Having experienced the psychological pain of Jim Crow laws first-hand, I won’t allow those who likely only read about Jim Crow in history books to trivialize it.
That’s why I’m outraged about a recent edition of TV One’s “Washington Watch” in which host Roland Martin and Representative Debbie Wasserman Schultz (D-FL) compared state-level voter identification rules to Jim Crow.
To the contrary, requiring valid identification in exchange for something as sacred as a ballot is a pragmatic approach to governing.
Martin mused: “We talk about [voting being] the fundamental right [of] Americans, but to put roadblocks up to… for… voting makes no sense to me.” Wasserman Shultz replied, “Now you have the Republicans, who want to literally drag us back to Jim Crow laws and literally — and very transparently — blocked access to the polls.”
It’s an insult to the intelligence and integrity of the American people, especially black Americans, to play the race card where race is not an issue.
We are required to have a state-issued driver’s license for many daily activities. Besides specifically verifying a person can operate a motor vehicle, it’s used for everything from access to buildings to birthday discounts.
In most cases, voter ID laws allow multiple forms of photo ID (including workplace ID badges), and some states even accept utility bills. When valid ID is lacking, almost all states allow provisional ballots or votes cast after someone signs an affidavit or provides personal information available on voter rolls.
I’ve been voting since 1970, and I’ve always taken my driver’s license with me to the polling place to identify myself to the election judges.

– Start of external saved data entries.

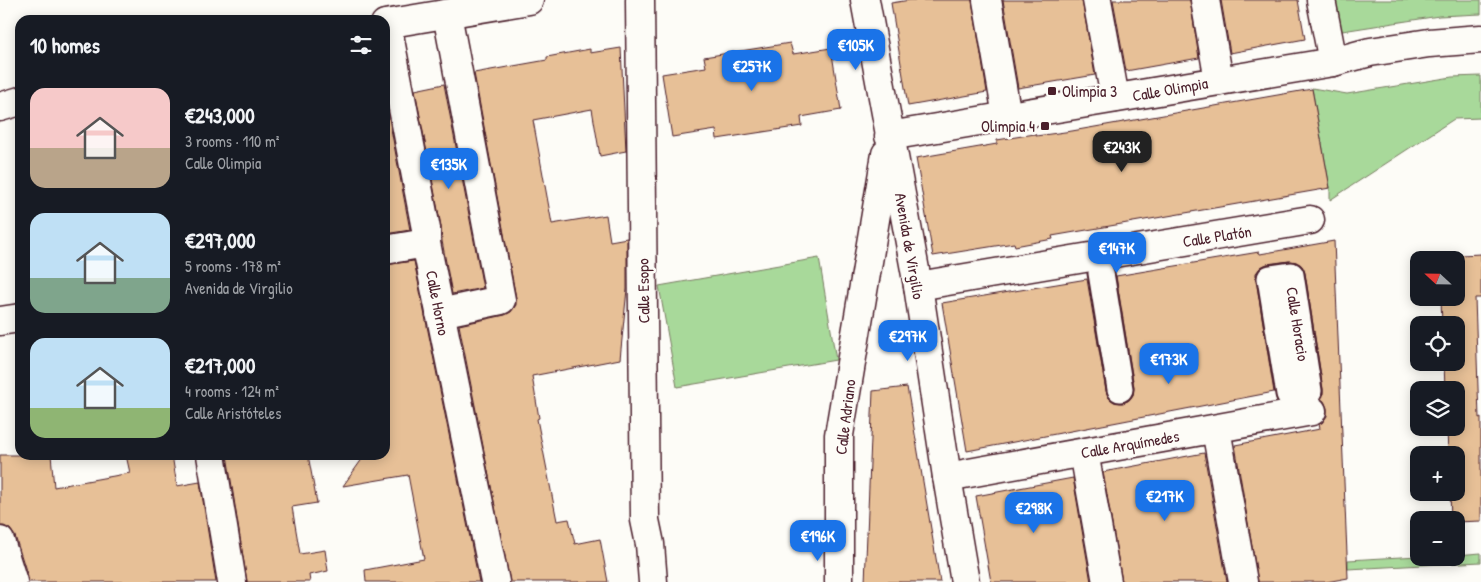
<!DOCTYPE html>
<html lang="en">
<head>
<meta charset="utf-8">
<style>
	body { margin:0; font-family:"Patrick Hand",sans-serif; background:#20242c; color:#f1f3f6; height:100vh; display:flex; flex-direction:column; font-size:19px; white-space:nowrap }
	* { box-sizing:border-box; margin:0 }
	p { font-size:16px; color:#9ea1a6 }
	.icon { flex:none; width:28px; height:28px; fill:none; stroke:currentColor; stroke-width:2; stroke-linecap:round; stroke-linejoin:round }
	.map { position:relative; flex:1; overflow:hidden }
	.side { position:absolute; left:15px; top:15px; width:375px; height:445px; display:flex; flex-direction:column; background:#171b24; border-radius:15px; box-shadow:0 2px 12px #0003 }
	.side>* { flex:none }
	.needle { width:32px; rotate:292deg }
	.controls { position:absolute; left:1410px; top:251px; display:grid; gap:10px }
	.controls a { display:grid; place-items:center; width:55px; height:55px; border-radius:10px; background:#171b24; box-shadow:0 2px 12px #0003; font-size:25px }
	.price { position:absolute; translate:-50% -42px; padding:0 11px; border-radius:10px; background:#1a73e8; color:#fff; font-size:16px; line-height:32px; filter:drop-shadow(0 1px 2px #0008) }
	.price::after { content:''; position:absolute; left:50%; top:30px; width:15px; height:11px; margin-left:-8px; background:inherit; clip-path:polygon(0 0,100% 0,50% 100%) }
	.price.active { background:#222; color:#fff }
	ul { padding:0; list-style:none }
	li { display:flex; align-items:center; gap:15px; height:125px; padding:0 15px }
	li span { display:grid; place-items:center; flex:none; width:140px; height:100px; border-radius:15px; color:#555 }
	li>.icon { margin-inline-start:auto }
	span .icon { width:60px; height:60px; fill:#fffc; stroke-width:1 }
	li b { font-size:21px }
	h2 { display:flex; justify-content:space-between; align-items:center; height:60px; padding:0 15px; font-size:21px }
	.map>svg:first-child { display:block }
	.green { fill:#a8d99a; stroke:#797c62 }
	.building { fill:#e7c097; stroke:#4a1f2b }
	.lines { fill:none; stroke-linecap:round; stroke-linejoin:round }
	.pedestrian-casing { stroke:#4a1f2b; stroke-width:29 }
	.minor-casing { stroke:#4a1f2b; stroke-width:31 }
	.tertiary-casing { stroke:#4a1f2b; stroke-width:31 }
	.secondary-casing { stroke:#4a1f2b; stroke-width:31 }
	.pedestrian { stroke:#fdfcf7; stroke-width:25 }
	.minor { stroke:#fdfcf7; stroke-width:28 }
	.tertiary { stroke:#fdfcf7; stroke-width:28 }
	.secondary { stroke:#fdfcf7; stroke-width:28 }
	.poi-dot { fill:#4a1f2b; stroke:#fdfcf7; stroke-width:2 }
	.labels { text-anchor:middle; stroke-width:5; stroke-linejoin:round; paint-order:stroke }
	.street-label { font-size:16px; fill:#4a1f2b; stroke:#fdfcf7 }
	.poi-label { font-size:16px; fill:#4a1f2b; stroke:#fdfcf7; text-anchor:start }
</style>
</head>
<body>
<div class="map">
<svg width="1481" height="582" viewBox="0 0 1481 582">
	<rect width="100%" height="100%" fill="#fdfcf7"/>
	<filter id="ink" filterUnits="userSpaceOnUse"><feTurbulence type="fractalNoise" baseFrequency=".02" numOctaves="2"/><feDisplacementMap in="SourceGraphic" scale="10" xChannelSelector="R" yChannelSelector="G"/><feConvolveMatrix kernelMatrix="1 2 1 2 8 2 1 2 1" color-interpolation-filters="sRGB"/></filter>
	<g filter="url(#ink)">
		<path class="green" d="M1330,0H1481V14L1439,16L1336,32Z
			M1481,76V118L1454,119L1330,200V188L1312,88L1347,94L1452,77Z
			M819,258L836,360L677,387L659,286Z
			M1481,553V562L1348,569V560L1419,556V558H1456V555Z"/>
		<path class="building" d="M910,0H972L987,92L908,106L891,3Z
			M1003,0H1082L1095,75L1018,88Z
			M1113,0H1190L1199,58L1126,71Z
			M1221,0H1298L1305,39L1230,53Z
			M790,43L793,54L831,48L841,110L801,117L802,126L717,139L716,130L672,137L662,74L706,67L704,57Z
			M621,48L626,151L600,156L592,109L533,120L552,224L606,215L610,241L627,238V289L620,359L532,376L539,418L537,419L557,521L569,519L575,544L600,539L608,582H510L459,325L505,315L511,312L516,305V298L474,73L547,60V57L590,49V53Z
			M444,84L483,288L452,294L442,241L441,226L415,90Z
			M1312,89L1330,188L1052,236L1053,239L1015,246L1014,243L933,256L916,158L997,144V140L1035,134L1036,136L1072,131Z
			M385,97L410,230L385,234Z
			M1334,241L1348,578L1326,582H1258L1235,445L1320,429L1319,424L1322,423L1327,416V408L1324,401L1321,399L1323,396V389L1305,273L1302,266L1296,262L1289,261L1267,264L1261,267L1256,273V280L1274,392L967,451L942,303L1087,279L1106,391L1109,398L1114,402L1123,403L1129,400L1133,395L1134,387L1116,276L1259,252L1260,254Z
			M1481,254V298H1475L1479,418L1481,417V521L1456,522V520H1451L1450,492H1456V455H1448L1447,428H1456V390H1445L1444,362H1456V325H1442L1441,298H1456V260H1439V256Z
			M414,261L425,316L479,582H366L365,570L424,559L408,475L343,486L365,455H385V265Z
			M907,387L940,582H865L873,391Z
			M1204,453L1227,582H1122L1103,472Z
			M0,455H51L54,487L130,473L126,455H172L177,486L200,482L216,582H28V577L15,536L10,529L4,526H0Z
			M227,455H308L317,503L292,507L300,554L325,550L328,571L309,575L310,582H247Z
			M1073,478L1091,582H991L976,496Z"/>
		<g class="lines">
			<defs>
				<path id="pedestrian" d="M1101,273L1120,389
					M1289,394L1270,278L1291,275L1309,391"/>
				<path id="minor" d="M987,0L1007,116
					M1097,0L1115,98
					M1205,0L1219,81
					M1321,0L1333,62
					M387,24L426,229V243
					M918,286L1310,220
					M440,313L501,300L447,14
					M1216,429L1243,582
					M1084,452L1107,582
					M211,455L232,582
					M947,477L1312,411
					M0,541L13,582"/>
				<path id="tertiary" d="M640,0L645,520L650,544L653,582
					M865,0L918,286L947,477L965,582
					M889,136L1333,62L1370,52L1429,43L1481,39
					M385,250L426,243L495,582
					M0,321L20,318
					M839,582V435L886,154"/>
				<path id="secondary" d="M385,24L529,0
					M0,107L20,101"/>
			</defs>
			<use href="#pedestrian" class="pedestrian-casing"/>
			<use href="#minor" class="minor-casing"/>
			<use href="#tertiary" class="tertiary-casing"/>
			<use href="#secondary" class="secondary-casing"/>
			<use href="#pedestrian" class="pedestrian"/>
			<use href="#minor" class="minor"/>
			<use href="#tertiary" class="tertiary"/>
			<use href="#secondary" class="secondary"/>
		</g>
	</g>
	<g class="poi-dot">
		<rect x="1047" y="86" width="10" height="10" rx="2.5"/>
		<rect x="1040" y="121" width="10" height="10" rx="2.5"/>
	</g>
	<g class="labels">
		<g class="street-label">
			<text transform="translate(1170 89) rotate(-10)" y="6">Calle Olimpia</text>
			<text transform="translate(1217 236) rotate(-9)" y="6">Calle Platón</text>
			<text transform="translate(910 246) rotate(80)" y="6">Avenida de Virgilio</text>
			<text transform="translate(643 291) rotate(-91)" y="6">Calle Esopo</text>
			<text transform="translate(438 303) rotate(79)" y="6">Calle Horno</text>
			<text transform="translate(1298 324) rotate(81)" y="6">Calle Horacio</text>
			<text transform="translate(845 417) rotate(-83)" y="6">Calle Adriano</text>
			<text transform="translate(1130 444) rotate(-10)" y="6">Calle Arquímedes</text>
		</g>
		<g class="poi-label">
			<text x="1062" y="97">Olimpia 3</text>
			<text x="1035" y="132" text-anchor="end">Olimpia 4</text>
		</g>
	</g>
</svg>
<div class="controls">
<a><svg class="needle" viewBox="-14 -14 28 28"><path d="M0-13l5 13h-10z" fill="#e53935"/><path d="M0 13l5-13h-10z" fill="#9ea1a6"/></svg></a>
<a><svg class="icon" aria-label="locate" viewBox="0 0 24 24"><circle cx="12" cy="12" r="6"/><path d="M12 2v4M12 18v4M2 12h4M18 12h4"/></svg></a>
<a><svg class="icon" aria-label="layers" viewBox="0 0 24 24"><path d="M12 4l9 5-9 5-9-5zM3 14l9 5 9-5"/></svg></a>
<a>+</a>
<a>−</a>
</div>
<b class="price" style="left:856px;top:71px">€105K</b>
<b class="price" style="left:752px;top:92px">€257K</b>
<b class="price active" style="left:1122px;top:173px">€243K</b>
<b class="price" style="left:449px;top:190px">€135K</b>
<b class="price" style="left:1117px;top:274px">€147K</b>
<b class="price" style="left:908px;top:362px">€297K</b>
<b class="price" style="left:1169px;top:385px">€173K</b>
<b class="price" style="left:1165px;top:522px">€217K</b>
<b class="price" style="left:1034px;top:534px">€298K</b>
<b class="price" style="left:818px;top:562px">€196K</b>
<section class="side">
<h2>10 homes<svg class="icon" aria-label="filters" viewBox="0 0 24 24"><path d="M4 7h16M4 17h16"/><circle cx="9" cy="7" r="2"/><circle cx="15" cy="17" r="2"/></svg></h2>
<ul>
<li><span style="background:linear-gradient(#f6c9c9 60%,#b9a48a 0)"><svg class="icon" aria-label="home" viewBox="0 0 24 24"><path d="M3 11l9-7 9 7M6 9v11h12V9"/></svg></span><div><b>€243,000</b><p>3 rooms · 110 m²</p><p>Calle Olimpia</p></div></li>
<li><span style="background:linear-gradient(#bfe0f5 65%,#7fa58c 0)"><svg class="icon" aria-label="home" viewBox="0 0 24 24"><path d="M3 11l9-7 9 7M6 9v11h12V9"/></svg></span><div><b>€297,000</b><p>5 rooms · 178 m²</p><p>Avenida de Virgilio</p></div></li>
<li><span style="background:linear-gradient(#bfe0f5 70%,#8fb573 0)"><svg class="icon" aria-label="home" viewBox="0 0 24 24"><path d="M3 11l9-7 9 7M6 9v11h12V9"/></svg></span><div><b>€217,000</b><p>4 rooms · 124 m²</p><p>Calle Aristóteles</p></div></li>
</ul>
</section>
</div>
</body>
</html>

It seems like a common-sense thing whether it is required or not.
I find it appalling and unconscionable, if the claim is true, that 25 percent of voting age blacks lack valid government-issued photo ID. It’s not like they’re hard to get. My 12-year-old daughter got one for airport security. It would seem harder to avoid having proper identifying documentation than not these days.

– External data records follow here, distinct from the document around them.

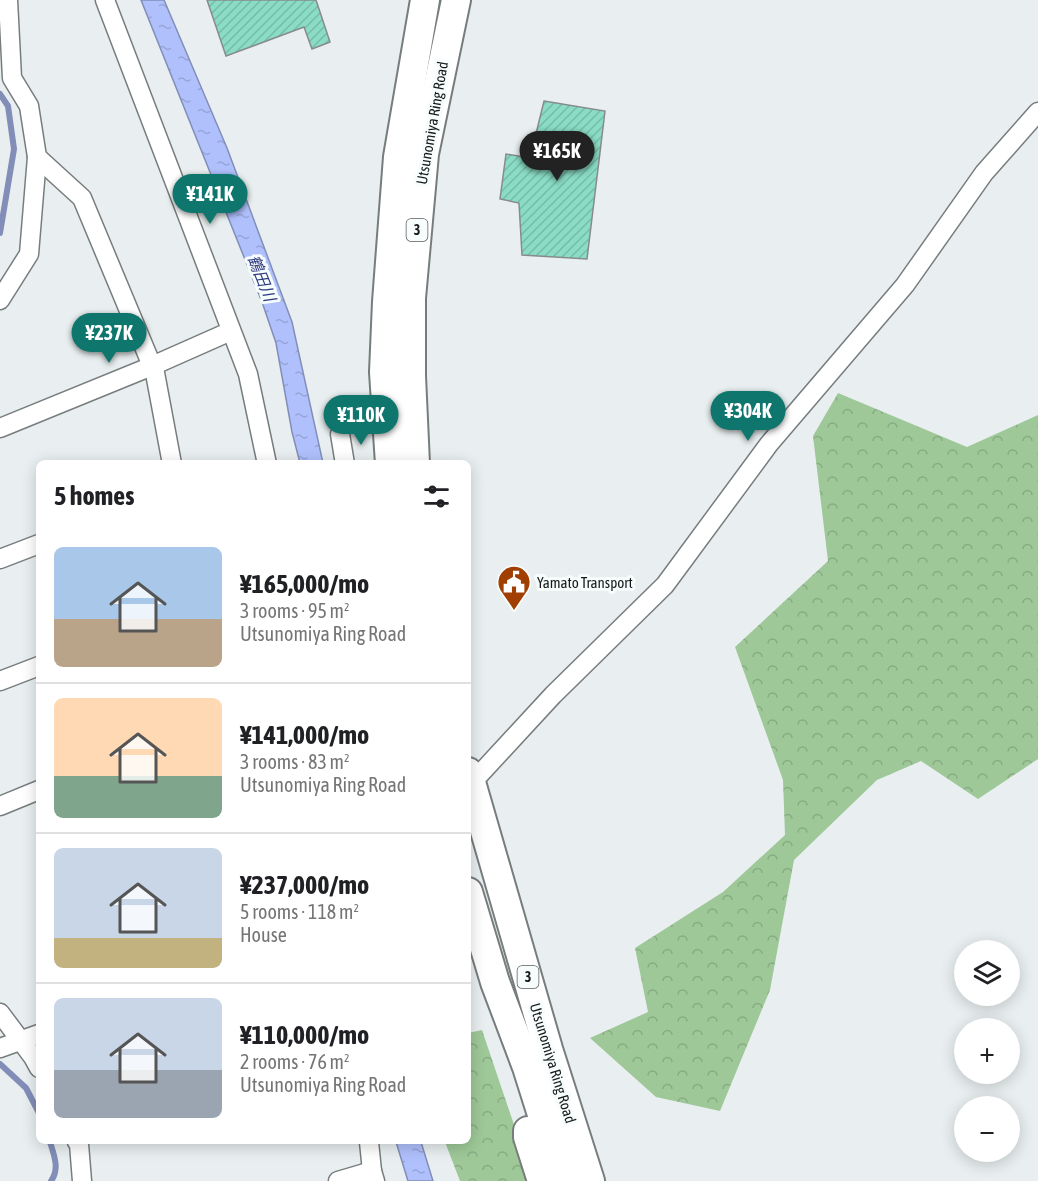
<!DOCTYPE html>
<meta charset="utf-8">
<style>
body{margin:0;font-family:"Asap Condensed","Noto Sans JP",sans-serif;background:#f6f6f6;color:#202124;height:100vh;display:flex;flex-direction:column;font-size:22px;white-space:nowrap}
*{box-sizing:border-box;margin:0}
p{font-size:20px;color:#757577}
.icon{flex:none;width:33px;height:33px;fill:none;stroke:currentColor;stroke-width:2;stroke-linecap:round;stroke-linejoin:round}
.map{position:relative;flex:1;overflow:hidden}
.drawer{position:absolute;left:36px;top:460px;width:435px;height:684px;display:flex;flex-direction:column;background:#fff;border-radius:9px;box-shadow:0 3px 15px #0003}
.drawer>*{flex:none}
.buttons{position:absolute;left:954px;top:940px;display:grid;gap:12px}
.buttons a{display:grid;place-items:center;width:66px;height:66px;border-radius:50%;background:#fff;box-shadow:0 3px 15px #0003;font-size:30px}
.price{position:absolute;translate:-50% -51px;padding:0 14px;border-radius:21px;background:#0f766e;color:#fff;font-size:20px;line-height:39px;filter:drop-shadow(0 2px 3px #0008)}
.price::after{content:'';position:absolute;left:50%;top:36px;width:18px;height:14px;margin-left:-9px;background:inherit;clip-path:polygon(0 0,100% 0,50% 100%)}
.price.on{background:#222;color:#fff}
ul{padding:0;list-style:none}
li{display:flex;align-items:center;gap:18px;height:150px;padding:0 18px}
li+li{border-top:2px solid #e0e0e0}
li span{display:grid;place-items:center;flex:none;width:168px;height:120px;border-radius:9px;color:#555}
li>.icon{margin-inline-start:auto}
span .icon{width:72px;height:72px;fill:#fffc;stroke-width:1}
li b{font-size:26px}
h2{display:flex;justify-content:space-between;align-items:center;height:72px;padding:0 18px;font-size:26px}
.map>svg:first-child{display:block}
.forest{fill:url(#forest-crowns)}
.water{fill:url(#water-ripples);stroke:#828eb8;stroke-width:1.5}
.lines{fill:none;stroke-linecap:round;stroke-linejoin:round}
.stream{stroke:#828eb8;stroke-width:6}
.building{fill:url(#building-hatch);stroke:#878c8a;stroke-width:1.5}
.minor-casing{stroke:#777d7d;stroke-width:21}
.primary-casing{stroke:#777d7d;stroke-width:32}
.minor{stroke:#fff;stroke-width:18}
.primary{stroke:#fff;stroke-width:28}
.labels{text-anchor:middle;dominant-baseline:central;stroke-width:6;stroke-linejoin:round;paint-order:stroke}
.shield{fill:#f7fcfd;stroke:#5b5e5e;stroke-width:1.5}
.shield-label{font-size:14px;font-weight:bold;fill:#181a1a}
.street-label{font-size:15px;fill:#181a1a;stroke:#f7fcfd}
.poi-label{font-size:15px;fill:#181a1a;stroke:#f7fcfd;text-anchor:start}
.water-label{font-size:16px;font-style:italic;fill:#2f3b80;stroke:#f7fcfd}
</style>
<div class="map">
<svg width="1038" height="1181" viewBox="0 0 1038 1181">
<defs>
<pattern id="forest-crowns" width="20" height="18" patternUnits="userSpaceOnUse" patternTransform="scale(1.5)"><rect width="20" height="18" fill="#9ec898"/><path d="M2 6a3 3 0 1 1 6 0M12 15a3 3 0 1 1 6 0" fill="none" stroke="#87ab82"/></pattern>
<pattern id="water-ripples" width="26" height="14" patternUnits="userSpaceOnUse" patternTransform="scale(1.5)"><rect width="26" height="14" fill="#afc0fc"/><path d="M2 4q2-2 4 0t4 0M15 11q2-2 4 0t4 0" fill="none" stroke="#96a4d7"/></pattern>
<pattern id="building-hatch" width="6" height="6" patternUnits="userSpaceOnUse" patternTransform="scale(1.5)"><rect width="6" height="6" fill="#8adcc4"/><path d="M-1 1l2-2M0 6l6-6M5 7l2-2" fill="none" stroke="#76bca8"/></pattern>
</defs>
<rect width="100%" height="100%" fill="#e9eff0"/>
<!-- forest -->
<g class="forest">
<polygon points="838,393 967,447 1038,415 1038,759 978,799 921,761 877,780 794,860 770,990 720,1111 656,1097 590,1038 648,1012 635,948 723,892 785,835 783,780 735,647 828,561 813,436"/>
<polygon points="482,1030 533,1181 460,1181 445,1142 468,1142 468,1033"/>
</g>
<!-- water -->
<g class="water">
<polygon points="141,0 164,0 227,148 292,322 323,463 300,463 292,432 276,343 262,302"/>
<polygon points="396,1142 421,1142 433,1181 408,1181"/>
</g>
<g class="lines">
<!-- stream -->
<g class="stream">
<polyline points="0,94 8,106 14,149 0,233"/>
<polyline points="0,1064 26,1088 39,1113"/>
<path d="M50,1142C54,1155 60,1169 51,1181"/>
</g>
</g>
<!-- building -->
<g class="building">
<polygon points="207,0 316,0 330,42 312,49 304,27 226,56"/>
<polygon points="544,101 605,111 587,259 522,255 519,203 500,199 506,154 530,158"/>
</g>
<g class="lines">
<defs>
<g id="minor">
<polyline points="105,0 248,374 267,464"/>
<polyline points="37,157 82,198 155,373 172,464"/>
<polyline points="0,300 29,254 37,157 29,106 12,78 8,0"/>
<polyline points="0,428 152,366 231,331"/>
<polyline points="340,434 345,464"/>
<polyline points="0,559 39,544"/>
<polyline points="0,681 39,666"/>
<polyline points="468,787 553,695 665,585 769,444 905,285 984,173 1038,112"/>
<polyline points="0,806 39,790"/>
<polyline points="0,1013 33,1057 39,1068"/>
<polyline points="0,1048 39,1034"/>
<polyline points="77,1142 79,1144 82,1181"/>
<polyline points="369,1142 372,1171 375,1181"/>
<polyline points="338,1181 372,1171"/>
</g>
<g id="primary">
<polyline points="390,464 384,372 387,302 398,157 425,0"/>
<polyline points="415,464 411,376 411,298 424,154 456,0"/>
<polyline points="468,772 548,1049 590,1181"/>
<polyline points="468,892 495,982 527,1067 563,1181"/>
<polyline points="528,1131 528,1137 542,1181"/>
</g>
</defs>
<!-- minor casing -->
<use href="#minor" class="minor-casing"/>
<!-- primary casing -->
<use href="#primary" class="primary-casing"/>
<!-- minor -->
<use href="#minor" class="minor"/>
<!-- primary -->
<use href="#primary" class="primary"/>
</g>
<!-- icons -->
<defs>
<symbol id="civic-pin" viewBox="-11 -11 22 30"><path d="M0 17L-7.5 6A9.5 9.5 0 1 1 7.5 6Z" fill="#a13e02" stroke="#f7fcfd"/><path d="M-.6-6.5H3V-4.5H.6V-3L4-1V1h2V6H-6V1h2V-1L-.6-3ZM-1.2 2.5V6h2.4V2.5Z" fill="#fff"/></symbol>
</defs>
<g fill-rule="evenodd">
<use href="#civic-pin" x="495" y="563" width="38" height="52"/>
</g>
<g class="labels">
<!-- shield labels -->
<g class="shield">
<rect x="406.5" y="219" width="21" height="22" rx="4.5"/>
<rect x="517.5" y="966" width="21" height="22" rx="4.5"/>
</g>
<g class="shield-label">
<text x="417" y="230">3</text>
<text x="528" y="977">3</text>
</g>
<!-- street labels -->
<g class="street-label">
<text transform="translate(432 123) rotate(-80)">Utsunomiya Ring Road</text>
<text transform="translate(553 1063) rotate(73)">Utsunomiya Ring Road</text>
</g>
<!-- poi labels -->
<g class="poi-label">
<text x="537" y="582">Yamato Transport</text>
</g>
<!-- water labels -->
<g class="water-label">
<text transform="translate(262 278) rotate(68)">鶴田川</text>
</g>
</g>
</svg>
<div class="buttons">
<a><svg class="icon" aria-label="layers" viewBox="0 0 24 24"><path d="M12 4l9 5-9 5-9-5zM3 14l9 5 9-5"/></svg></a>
<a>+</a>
<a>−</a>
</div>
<b class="price on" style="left:557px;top:182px">¥165K</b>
<b class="price" style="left:210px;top:225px">¥141K</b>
<b class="price" style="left:109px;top:364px">¥237K</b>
<b class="price" style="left:748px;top:442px">¥304K</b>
<b class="price" style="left:361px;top:446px">¥110K</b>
<section class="drawer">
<h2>5 homes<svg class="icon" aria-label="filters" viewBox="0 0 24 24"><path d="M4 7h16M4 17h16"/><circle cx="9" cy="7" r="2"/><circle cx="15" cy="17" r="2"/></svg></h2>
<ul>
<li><span style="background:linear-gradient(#a9c7e8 60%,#b9a48a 0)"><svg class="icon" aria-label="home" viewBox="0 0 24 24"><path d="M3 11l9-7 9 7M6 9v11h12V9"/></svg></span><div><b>¥165,000/mo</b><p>3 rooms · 95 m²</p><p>Utsunomiya Ring Road</p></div></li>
<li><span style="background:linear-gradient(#ffd9b3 65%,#7fa58c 0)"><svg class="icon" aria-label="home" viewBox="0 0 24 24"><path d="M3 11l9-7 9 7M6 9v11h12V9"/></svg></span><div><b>¥141,000/mo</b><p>3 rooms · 83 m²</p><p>Utsunomiya Ring Road</p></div></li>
<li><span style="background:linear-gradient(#c9d6e8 75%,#c2b280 0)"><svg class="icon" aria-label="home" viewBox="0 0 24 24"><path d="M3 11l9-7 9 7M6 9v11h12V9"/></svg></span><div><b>¥237,000/mo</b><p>5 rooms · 118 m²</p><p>House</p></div></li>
<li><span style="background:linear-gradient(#c9d6e8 60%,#9aa5b1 0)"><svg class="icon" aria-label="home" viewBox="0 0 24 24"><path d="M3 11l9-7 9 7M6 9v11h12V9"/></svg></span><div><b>¥110,000/mo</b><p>2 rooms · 76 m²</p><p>Utsunomiya Ring Road</p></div></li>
</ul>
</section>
</div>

The problem with liberals is they want to be paternal and involve themselves in the manipulation of black Americans’ right to life, liberty and the pursuit of happiness. If 25 percent of black Americans don’t have valid ID, they obviously don’t want one. The onus should be placed on them to obtain one. It is their personal responsibility to be productive citizens. If cost is a problem, as some claim, why aren’t deep-pocketed liberals making this problem their charity of choice?
Wasserman Schultz and Martin — born in 1966 and 1968, respectively — never had the opportunity to experience Jim Crow. They lack the credibility to discuss such an assertion much less throw it out there.
I experienced Jim Crow as a young boy travelling through the segregated South. By the time Wasserman Shultz and Martin were born, I had visited Jim Crow Florida numerous times with my father and brothers. Driving down from Detroit, we also passed through Kentucky, Tennessee and Alabama. Even though we were decent and had money, we couldn’t stop at roadside restaurants and be served like other people because we were black. We carried our food on ice in the car: fried chicken, bologna, pops, vegetables and fruit.
When we went to the movies in Pensacola or DeFuniak Springs, Florida, we had to sit in the balcony because we were black. I quit going to the movies because I refused to give the racists my father’s hard-earned money.
People such as Wasserman Shultz and Martin need to stop playing the race card in hopes of stirring up racial discontent and scoring political points. There are real issues of discrimination in this country — such as access to capital for black businesspeople and access to the financial markets for their businesses.
President Obama’s approval rankings are reflective of his policies and his cabinet — not the color of his skin — and there is no racist conspiracy to deny his supporters access to a ballot.
Charles Butler, a member of the Project 21 black leadership network, is also a talk radio host for WIND-Chicago.